What About the Oil?
In the lead up to the invasion of Iraq, some critics of the Bush administration said the real reason for the invasion would be to get American hands on Iraqi oil, the second largest reserve in the world. Administration officials, particularly Dick Cheney, claimed that after the invasion, Iraqi oil revenues would be substantial. Figures they provided to Congress estimated the War cost at $100 billion and the oil revenue in the first couple years to be $50-100 billion, with a tacit implication that the oil revenue might eventually pay the US back for the financial cost of the invasion.
So far the invasion and occupation have cost the American taxpayers over $215 billion with much more expense to come even if some troop withdrawals eventually start. As I pointed out here last year in “Is Iraqi Oil Paying for the War?”, only $8 billion oil revenue was received in 2003, with $15 billion projected for 2004. So what has been happening with the Iraqi oil revenue and what does the future seem to hold?
As the Christian Aid organization reported last year in its paper, “Fuelling Suspicion: the coalition and Iraq’s oil billions”, the US dominated Coalition Provisional Authority stalled and failed to cooperate with UN investigators seeking an accounting for the Iraq oil revenues. The CPA failed in its supervision of the oil program and then abruptly turned over authority to the interim Iraqi government, without an accurate accounting, and the CPA went out of existence before it could be finally called to task by the UN.
This past July, the Christian Science Monitor published “Why Iraqi oil money hasn’t fueled rebuilding”, pointing out that in addition to sabotage by the insurgents, the oil revenue has been depleted by smuggling and theft.
In a mini-history, “Oil in Iraq”, the Global Policy Forum explains that US and UK oil companies were excluded from Iraq in 1972, when the oil fields were nationalized, and they have been trying to get back into play ever since. In the last years of the Saddam regime, oil companies from other nations made deals for Iraqi oil, but the UN sanctions, pushed primarily by the US and UK, kept those deals from going into effect.
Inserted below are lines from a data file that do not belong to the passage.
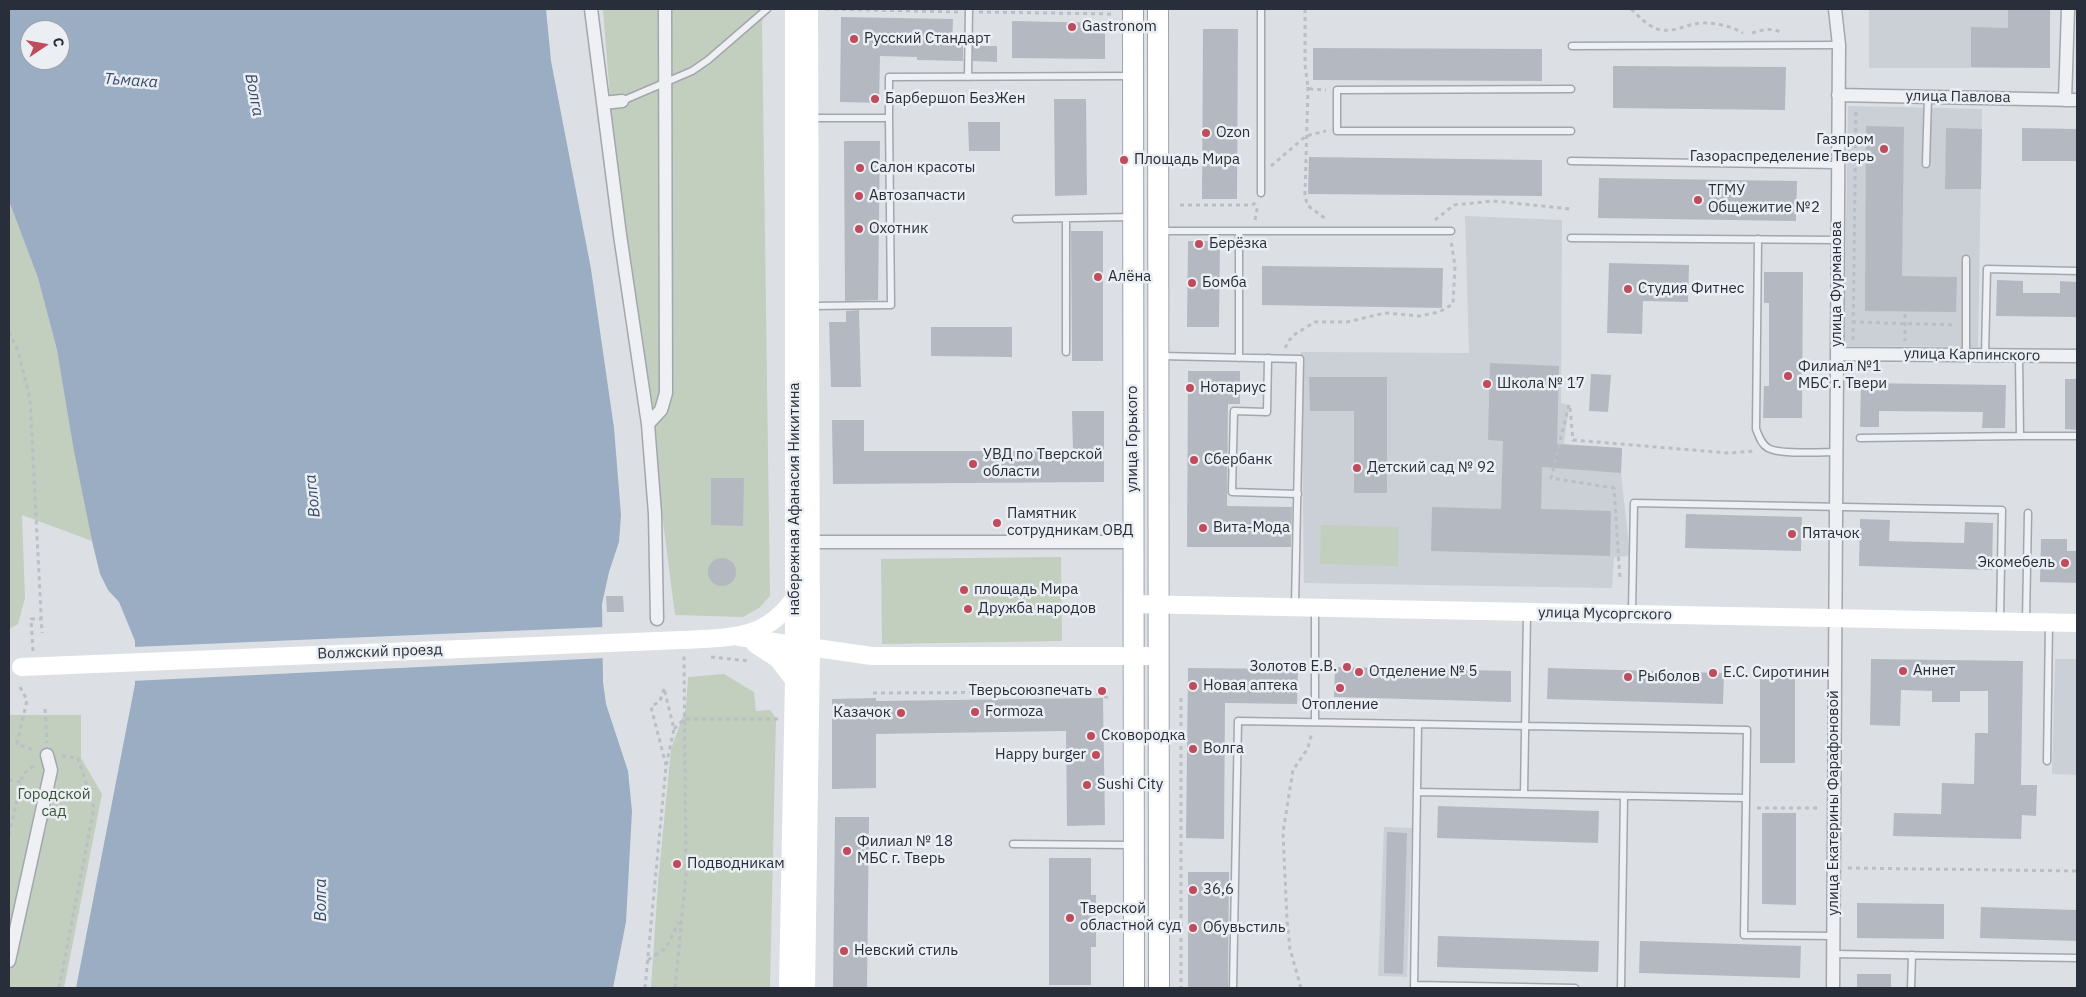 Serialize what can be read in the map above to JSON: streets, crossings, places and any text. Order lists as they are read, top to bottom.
{
  "streets": {
    "main road": [
      "улица Горького",
      "набережная Афанасия Никитина",
      "улица Мусоргского",
      "Волжский проезд"
    ],
    "street": [
      "улица Павлова",
      "улица Фурманова",
      "улица Карпинского",
      "улица Екатерины Фарафоновой"
    ]
  },
  "crossings": [
    ["улица Павлова", "улица Фурманова"],
    ["улица Фурманова", "улица Карпинского"],
    ["улица Фурманова", "улица Мусоргского"],
    ["улица Фурманова", "улица Екатерины Фарафоновой"],
    ["улица Горького", "улица Мусоргского"],
    ["набережная Афанасия Никитина", "Волжский проезд"],
    ["улица Мусоргского", "улица Екатерины Фарафоновой"]
  ],
  "water": ["Тьмака", "Волга"],
  "parks": ["Городской сад"],
  "places": [
    "Gastronom",
    "Русский Стандарт",
    "Барбершоп БезЖен",
    "Ozon",
    "Газпром Газораспределение Тверь",
    "Площадь Мира",
    "Салон красоты",
    "Автозапчасти",
    "ТГМУ Общежитие №2",
    "Охотник",
    "Берёзка",
    "Алёна",
    "Бомба",
    "Студия Фитнес",
    "Филиал №1 МБС г. Твери",
    "Школа № 17",
    "Нотариус",
    "Сбербанк",
    "УВД по Тверской области",
    "Детский сад № 92",
    "Памятник сотрудникам ОВД",
    "Вита-Мода",
    "Пятачок",
    "Экомебель",
    "площадь Мира",
    "Дружба народов",
    "Золотов Е.В.",
    "Аннет",
    "Отделение № 5",
    "Е.С. Сиротинин",
    "Рыболов",
    "Новая аптека",
    "Отопление",
    "Тверьсоюзпечать",
    "Formoza",
    "Казачок",
    "Сковородка",
    "Волга",
    "Happy burger",
    "Sushi City",
    "Филиал № 18 МБС г. Тверь",
    "Подводникам",
    "36,6",
    "Тверской областной суд",
    "Обувьстиль",
    "Невский стиль"
  ],
  "north": "right"
}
Following the invasion of Iraq, the new Iraqi Constitution, substantially influenced by the US, includes a provision guaranteeing that foreign companies will be players in the Iraq oil deals, and once the new Iraq elections take place, contracts will be awarded. Imagine how much money oil companies are using to buy influence over who gets elected, in spite of the fact the Iraqi people understandably favor keeping the oil fields nationalized.
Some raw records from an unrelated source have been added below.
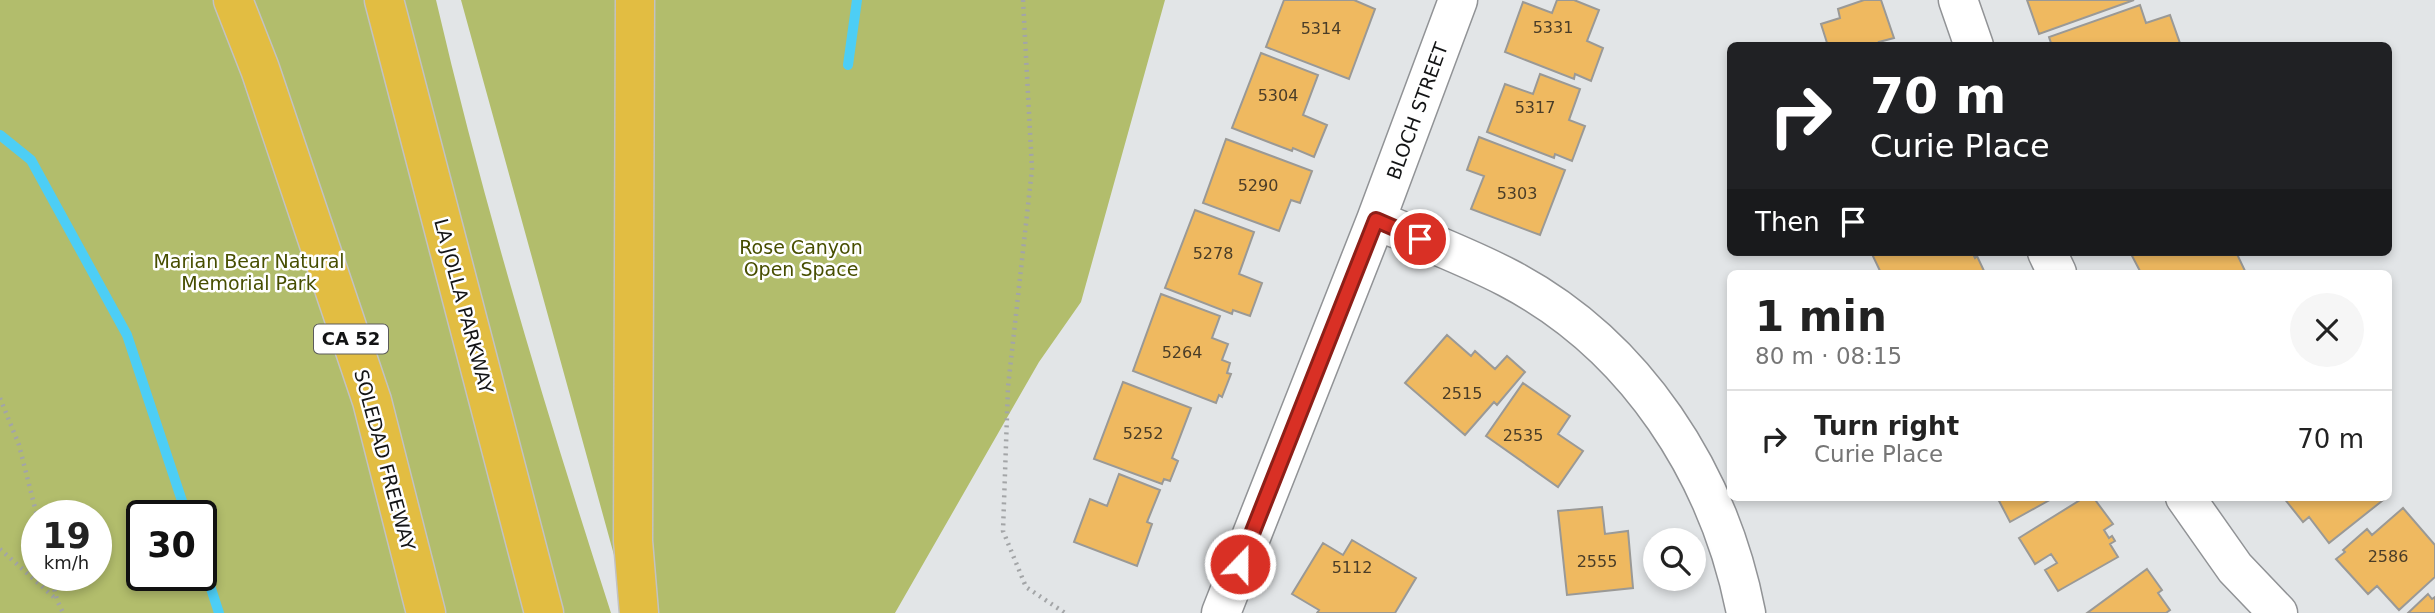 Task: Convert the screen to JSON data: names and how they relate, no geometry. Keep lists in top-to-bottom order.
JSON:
{
  "streets": {
    "highway": ["LA JOLLA PARKWAY", "CA 52", "SOLEDAD FREEWAY"],
    "street": ["BLOCH STREET"]
  },
  "parks": ["Rose Canyon Open Space", "Marian Bear Natural Memorial Park"],
  "house_numbers": [
    "5331",
    "5314",
    "5304",
    "5317",
    "5290",
    "5303",
    "5278",
    "5264",
    "2515",
    "5252",
    "2535",
    "2586",
    "2555",
    "5112"
  ],
  "page": {
    "turn": ["70 m", "Curie Place"],
    "then": "Then",
    "heading": ["1 min", "80 m · 08:15"],
    "list": [
      {
        "name": "Turn right",
        "note": "Curie Place",
        "value": "70 m"
      }
    ],
    "speed": "19 km/h",
    "limit": "30"
  }
} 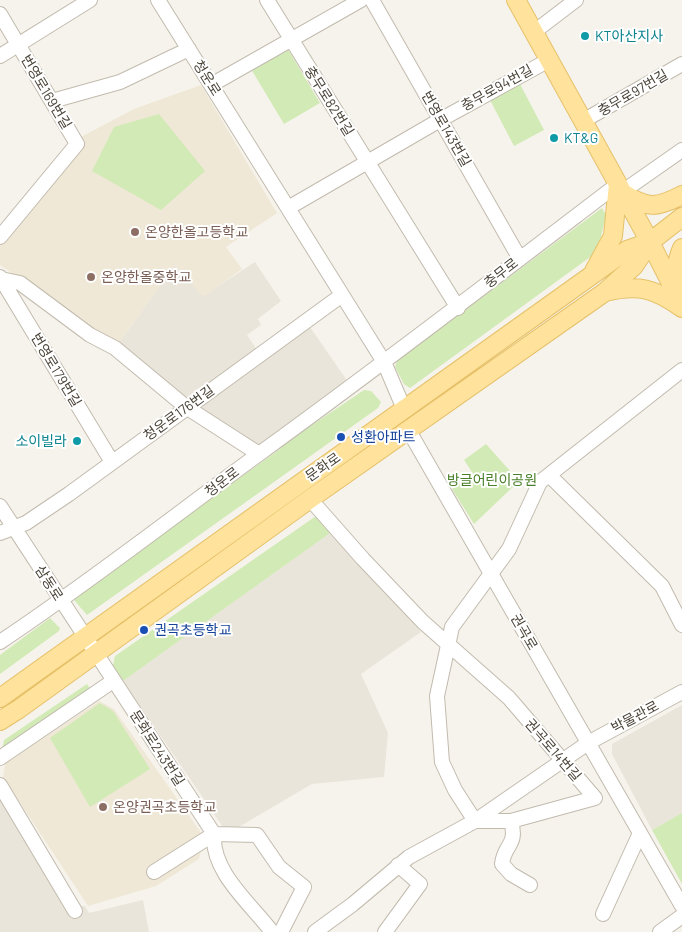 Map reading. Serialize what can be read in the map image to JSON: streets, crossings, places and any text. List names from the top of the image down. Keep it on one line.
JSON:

There were no WMDs. There was no Al Quaeda connection. Saddam was overthrown and perhaps another flavor of democracy in Iraq will be added to the world collection. But the one reason for the invasion that has survived through it all is that the US and UK oil companies now have the inside track on beating the Iraqi people out of a fair deal on the Iraqi oil [see the just published “Crude Designs: the Rip-off of Iraq’s Oil Wealth”], which they can then turn around and gouge us for at the gas pump.